In the third grade, I became infatuated with reading and writing, in part from discovering The Little House in the Big Woods series by Laura Ingalls Wilder. Regular people could write about their own lives—someday I would write about mine.

        My well-read 1973 copy.

Academically, I thrived in school even as I daydreamed, bit my nails, and doodled on papers. The structure, the clarity of expectations, and the talented teachers all contributed to my success. And my initial career path—I would be a teacher.

I started college with the goal of becoming an elementary school teacher, and then switched to English teacher, but I did not have the necessary enthusiasm for teaching. I wanted to write. The last two of the eight years it took me to get my BA, I switched to a university with a writing program and focused on fiction.

After graduation, thanks to my husband, I got my dream job—stay-at-home mom. Kids, and plenty of time, in theory, to write. Yet I couldn’t figure out how to carve out time for my writing, and my distractable mind and restless body didn’t help. Not only did I struggle to write but daily life became increasingly difficult to navigate.

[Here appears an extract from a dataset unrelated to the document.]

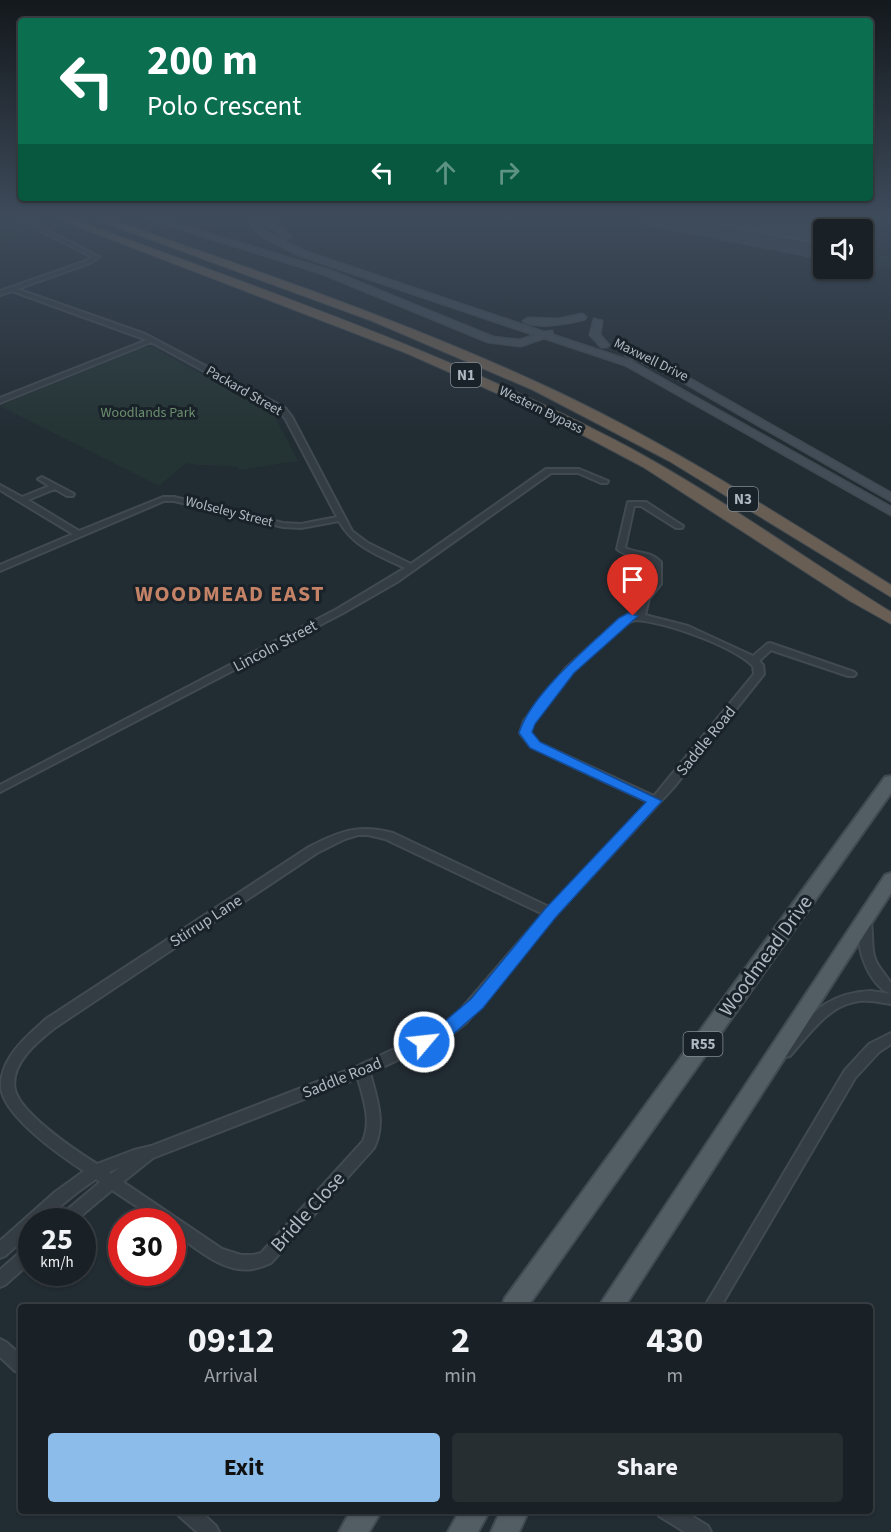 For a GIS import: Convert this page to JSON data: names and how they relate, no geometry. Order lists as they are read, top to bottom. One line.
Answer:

A diagnosis of attention deficit hyperactivity disorder at the age of thirty-six brought relief and understanding. Books, my dependable solace, became a source of information for my mental disorder. Medication helped. But still I struggled to write.

In 2015, I started writing memoir. I wrote to understand myself.

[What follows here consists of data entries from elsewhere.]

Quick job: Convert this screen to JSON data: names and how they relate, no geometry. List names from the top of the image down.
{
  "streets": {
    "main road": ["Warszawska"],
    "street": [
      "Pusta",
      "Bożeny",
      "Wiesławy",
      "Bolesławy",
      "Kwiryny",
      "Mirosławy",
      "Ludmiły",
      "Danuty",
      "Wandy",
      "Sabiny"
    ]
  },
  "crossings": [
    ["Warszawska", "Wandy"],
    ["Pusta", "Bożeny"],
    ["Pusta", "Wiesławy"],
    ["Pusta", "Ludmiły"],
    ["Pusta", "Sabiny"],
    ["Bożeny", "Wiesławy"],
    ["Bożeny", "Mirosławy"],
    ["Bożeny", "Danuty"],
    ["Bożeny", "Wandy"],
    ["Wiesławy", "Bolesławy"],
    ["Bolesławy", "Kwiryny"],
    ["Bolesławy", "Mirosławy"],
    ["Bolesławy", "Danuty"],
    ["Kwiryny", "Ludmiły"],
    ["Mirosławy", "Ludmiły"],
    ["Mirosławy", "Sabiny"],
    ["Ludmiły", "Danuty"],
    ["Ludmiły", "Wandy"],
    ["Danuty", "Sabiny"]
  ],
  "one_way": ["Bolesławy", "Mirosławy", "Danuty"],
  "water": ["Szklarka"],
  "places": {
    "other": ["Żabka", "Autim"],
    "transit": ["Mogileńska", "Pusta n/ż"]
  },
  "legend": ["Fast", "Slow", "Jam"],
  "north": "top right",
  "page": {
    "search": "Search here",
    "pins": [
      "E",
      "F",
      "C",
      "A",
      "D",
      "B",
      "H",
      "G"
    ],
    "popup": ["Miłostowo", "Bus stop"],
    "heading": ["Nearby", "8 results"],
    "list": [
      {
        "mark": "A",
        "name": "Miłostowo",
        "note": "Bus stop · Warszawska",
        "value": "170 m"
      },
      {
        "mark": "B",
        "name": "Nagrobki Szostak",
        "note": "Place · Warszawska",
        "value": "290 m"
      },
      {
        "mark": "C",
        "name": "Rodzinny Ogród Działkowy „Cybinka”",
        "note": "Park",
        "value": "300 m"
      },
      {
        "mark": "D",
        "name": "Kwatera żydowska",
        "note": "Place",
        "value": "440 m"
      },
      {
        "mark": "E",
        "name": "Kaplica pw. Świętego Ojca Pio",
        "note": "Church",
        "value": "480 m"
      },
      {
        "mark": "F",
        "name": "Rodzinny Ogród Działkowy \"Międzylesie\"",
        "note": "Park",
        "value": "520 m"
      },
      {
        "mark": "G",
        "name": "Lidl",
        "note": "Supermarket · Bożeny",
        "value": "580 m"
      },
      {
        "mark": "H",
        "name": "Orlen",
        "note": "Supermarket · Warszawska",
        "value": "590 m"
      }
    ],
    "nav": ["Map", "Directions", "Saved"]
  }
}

It’s hard to ask for help. Help to figure out your crazy brain. Help to get through the day. Help to be a better writer. In 2018, at fifty-three, I returned to the institution that first fostered my love of reading and writing: school. I was accepted in the Rainier Writing Workshop, a three-year low-residency MFA program at Pacific Lutheran University in Tacoma, Washington.

For almost three years, RWW has provided not only a creative writing education, but the external structure, accountability, and encouragement I needed. During those years, the focus of my writing has shifted—I’m now writing to understand my Armenian family’s life in Turkey and the Armenian Genocide.

I’ve completed two manuscripts in support of my MFA degree. My critical paper explores how authors write into silence, the private silence of untold stories and the public silence of suppressed stories. In my creative thesis, a hybrid memoir, family photographs, primary documents, and historical fact intersect with memories and speculation to create a personal story within the larger public archive. I will receive my MFA in Creative Writing in August 2021.